━━━ Data shown

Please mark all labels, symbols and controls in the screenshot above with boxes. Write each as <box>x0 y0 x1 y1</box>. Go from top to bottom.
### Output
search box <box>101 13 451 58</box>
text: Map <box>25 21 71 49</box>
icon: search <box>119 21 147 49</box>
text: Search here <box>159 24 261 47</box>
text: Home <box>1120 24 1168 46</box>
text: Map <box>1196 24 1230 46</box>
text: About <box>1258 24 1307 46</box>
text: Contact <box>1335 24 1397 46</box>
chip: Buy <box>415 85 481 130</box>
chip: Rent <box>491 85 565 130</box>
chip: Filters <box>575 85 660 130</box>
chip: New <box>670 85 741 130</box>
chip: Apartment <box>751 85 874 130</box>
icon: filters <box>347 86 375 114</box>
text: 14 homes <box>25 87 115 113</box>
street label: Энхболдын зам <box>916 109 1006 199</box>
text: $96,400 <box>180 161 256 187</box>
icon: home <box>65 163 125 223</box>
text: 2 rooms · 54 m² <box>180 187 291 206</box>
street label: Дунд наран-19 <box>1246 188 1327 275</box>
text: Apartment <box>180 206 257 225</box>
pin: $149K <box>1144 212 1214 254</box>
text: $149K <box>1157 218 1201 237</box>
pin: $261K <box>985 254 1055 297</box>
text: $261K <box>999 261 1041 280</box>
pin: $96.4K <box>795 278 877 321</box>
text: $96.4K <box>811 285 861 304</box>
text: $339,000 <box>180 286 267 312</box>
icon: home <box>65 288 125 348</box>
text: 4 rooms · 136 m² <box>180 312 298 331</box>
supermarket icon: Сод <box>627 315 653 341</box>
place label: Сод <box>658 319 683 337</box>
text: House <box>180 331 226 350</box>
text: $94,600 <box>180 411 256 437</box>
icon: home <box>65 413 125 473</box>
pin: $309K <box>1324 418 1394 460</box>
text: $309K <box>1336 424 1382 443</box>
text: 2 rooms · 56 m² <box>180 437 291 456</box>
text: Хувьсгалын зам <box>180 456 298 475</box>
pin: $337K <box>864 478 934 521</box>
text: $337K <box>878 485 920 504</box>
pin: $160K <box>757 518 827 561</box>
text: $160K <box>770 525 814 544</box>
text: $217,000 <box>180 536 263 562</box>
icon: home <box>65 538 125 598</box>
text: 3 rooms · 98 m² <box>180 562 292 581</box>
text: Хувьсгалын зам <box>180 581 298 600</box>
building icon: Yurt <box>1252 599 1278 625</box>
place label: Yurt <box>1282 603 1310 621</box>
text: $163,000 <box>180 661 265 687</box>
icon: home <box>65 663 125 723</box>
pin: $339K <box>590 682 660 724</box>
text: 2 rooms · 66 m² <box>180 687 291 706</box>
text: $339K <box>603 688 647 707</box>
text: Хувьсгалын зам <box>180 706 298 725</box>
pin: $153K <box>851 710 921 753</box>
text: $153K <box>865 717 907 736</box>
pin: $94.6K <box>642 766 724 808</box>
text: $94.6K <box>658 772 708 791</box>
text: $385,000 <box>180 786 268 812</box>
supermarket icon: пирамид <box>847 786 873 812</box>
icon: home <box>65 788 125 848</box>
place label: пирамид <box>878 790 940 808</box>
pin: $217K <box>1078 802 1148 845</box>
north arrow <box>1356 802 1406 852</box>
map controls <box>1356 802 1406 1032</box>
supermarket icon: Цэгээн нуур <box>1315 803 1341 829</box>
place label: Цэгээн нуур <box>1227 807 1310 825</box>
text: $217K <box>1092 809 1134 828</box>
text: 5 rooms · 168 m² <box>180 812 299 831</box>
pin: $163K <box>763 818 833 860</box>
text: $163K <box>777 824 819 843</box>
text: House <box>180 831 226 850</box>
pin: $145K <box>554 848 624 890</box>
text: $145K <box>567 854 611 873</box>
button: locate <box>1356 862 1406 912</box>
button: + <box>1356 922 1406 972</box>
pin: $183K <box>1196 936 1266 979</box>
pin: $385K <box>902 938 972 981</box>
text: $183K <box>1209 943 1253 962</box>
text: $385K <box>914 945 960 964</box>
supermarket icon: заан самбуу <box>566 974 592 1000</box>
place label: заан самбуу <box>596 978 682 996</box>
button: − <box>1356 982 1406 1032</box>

━━━━━━

### What needs to be done
Write the records out in full, exactly as they read above.

### Output below
Please mark all labels, symbols and controls in the screenshot above with boxes. Write each as <box>x0 y0 x1 y1</box>. Go from top to bottom.
### Output
search box <box>101 13 451 58</box>
text: Map <box>25 21 71 49</box>
icon: search <box>119 21 147 49</box>
text: Search here <box>159 24 261 47</box>
text: Home <box>1120 24 1168 46</box>
text: Map <box>1196 24 1230 46</box>
text: About <box>1258 24 1307 46</box>
text: Contact <box>1335 24 1397 46</box>
chip: Buy <box>415 85 481 130</box>
chip: Rent <box>491 85 565 130</box>
chip: Filters <box>575 85 660 130</box>
chip: New <box>670 85 741 130</box>
chip: Apartment <box>751 85 874 130</box>
icon: filters <box>347 86 375 114</box>
text: 14 homes <box>25 87 115 113</box>
street label: Энхболдын зам <box>916 109 1006 199</box>
text: $96,400 <box>180 161 256 187</box>
icon: home <box>65 163 125 223</box>
text: 2 rooms · 54 m² <box>180 187 291 206</box>
street label: Дунд наран-19 <box>1246 188 1327 275</box>
text: Apartment <box>180 206 257 225</box>
pin: $149K <box>1144 212 1214 254</box>
text: $149K <box>1157 218 1201 237</box>
pin: $261K <box>985 254 1055 297</box>
text: $261K <box>999 261 1041 280</box>
pin: $96.4K <box>795 278 877 321</box>
text: $96.4K <box>811 285 861 304</box>
text: $339,000 <box>180 286 267 312</box>
icon: home <box>65 288 125 348</box>
text: 4 rooms · 136 m² <box>180 312 298 331</box>
supermarket icon: Сод <box>627 315 653 341</box>
place label: Сод <box>658 319 683 337</box>
text: House <box>180 331 226 350</box>
text: $94,600 <box>180 411 256 437</box>
icon: home <box>65 413 125 473</box>
pin: $309K <box>1324 418 1394 460</box>
text: $309K <box>1336 424 1382 443</box>
text: 2 rooms · 56 m² <box>180 437 291 456</box>
text: Хувьсгалын зам <box>180 456 298 475</box>
pin: $337K <box>864 478 934 521</box>
text: $337K <box>878 485 920 504</box>
pin: $160K <box>757 518 827 561</box>
text: $160K <box>770 525 814 544</box>
text: $217,000 <box>180 536 263 562</box>
icon: home <box>65 538 125 598</box>
text: 3 rooms · 98 m² <box>180 562 292 581</box>
text: Хувьсгалын зам <box>180 581 298 600</box>
building icon: Yurt <box>1252 599 1278 625</box>
place label: Yurt <box>1282 603 1310 621</box>
text: $163,000 <box>180 661 265 687</box>
icon: home <box>65 663 125 723</box>
pin: $339K <box>590 682 660 724</box>
text: 2 rooms · 66 m² <box>180 687 291 706</box>
text: $339K <box>603 688 647 707</box>
text: Хувьсгалын зам <box>180 706 298 725</box>
pin: $153K <box>851 710 921 753</box>
text: $153K <box>865 717 907 736</box>
pin: $94.6K <box>642 766 724 808</box>
text: $94.6K <box>658 772 708 791</box>
text: $385,000 <box>180 786 268 812</box>
supermarket icon: пирамид <box>847 786 873 812</box>
icon: home <box>65 788 125 848</box>
place label: пирамид <box>878 790 940 808</box>
pin: $217K <box>1078 802 1148 845</box>
north arrow <box>1356 802 1406 852</box>
map controls <box>1356 802 1406 1032</box>
supermarket icon: Цэгээн нуур <box>1315 803 1341 829</box>
place label: Цэгээн нуур <box>1227 807 1310 825</box>
text: $217K <box>1092 809 1134 828</box>
text: 5 rooms · 168 m² <box>180 812 299 831</box>
pin: $163K <box>763 818 833 860</box>
text: $163K <box>777 824 819 843</box>
text: House <box>180 831 226 850</box>
pin: $145K <box>554 848 624 890</box>
text: $145K <box>567 854 611 873</box>
button: locate <box>1356 862 1406 912</box>
button: + <box>1356 922 1406 972</box>
pin: $183K <box>1196 936 1266 979</box>
pin: $385K <box>902 938 972 981</box>
text: $183K <box>1209 943 1253 962</box>
text: $385K <box>914 945 960 964</box>
supermarket icon: заан самбуу <box>566 974 592 1000</box>
place label: заан самбуу <box>596 978 682 996</box>
button: − <box>1356 982 1406 1032</box>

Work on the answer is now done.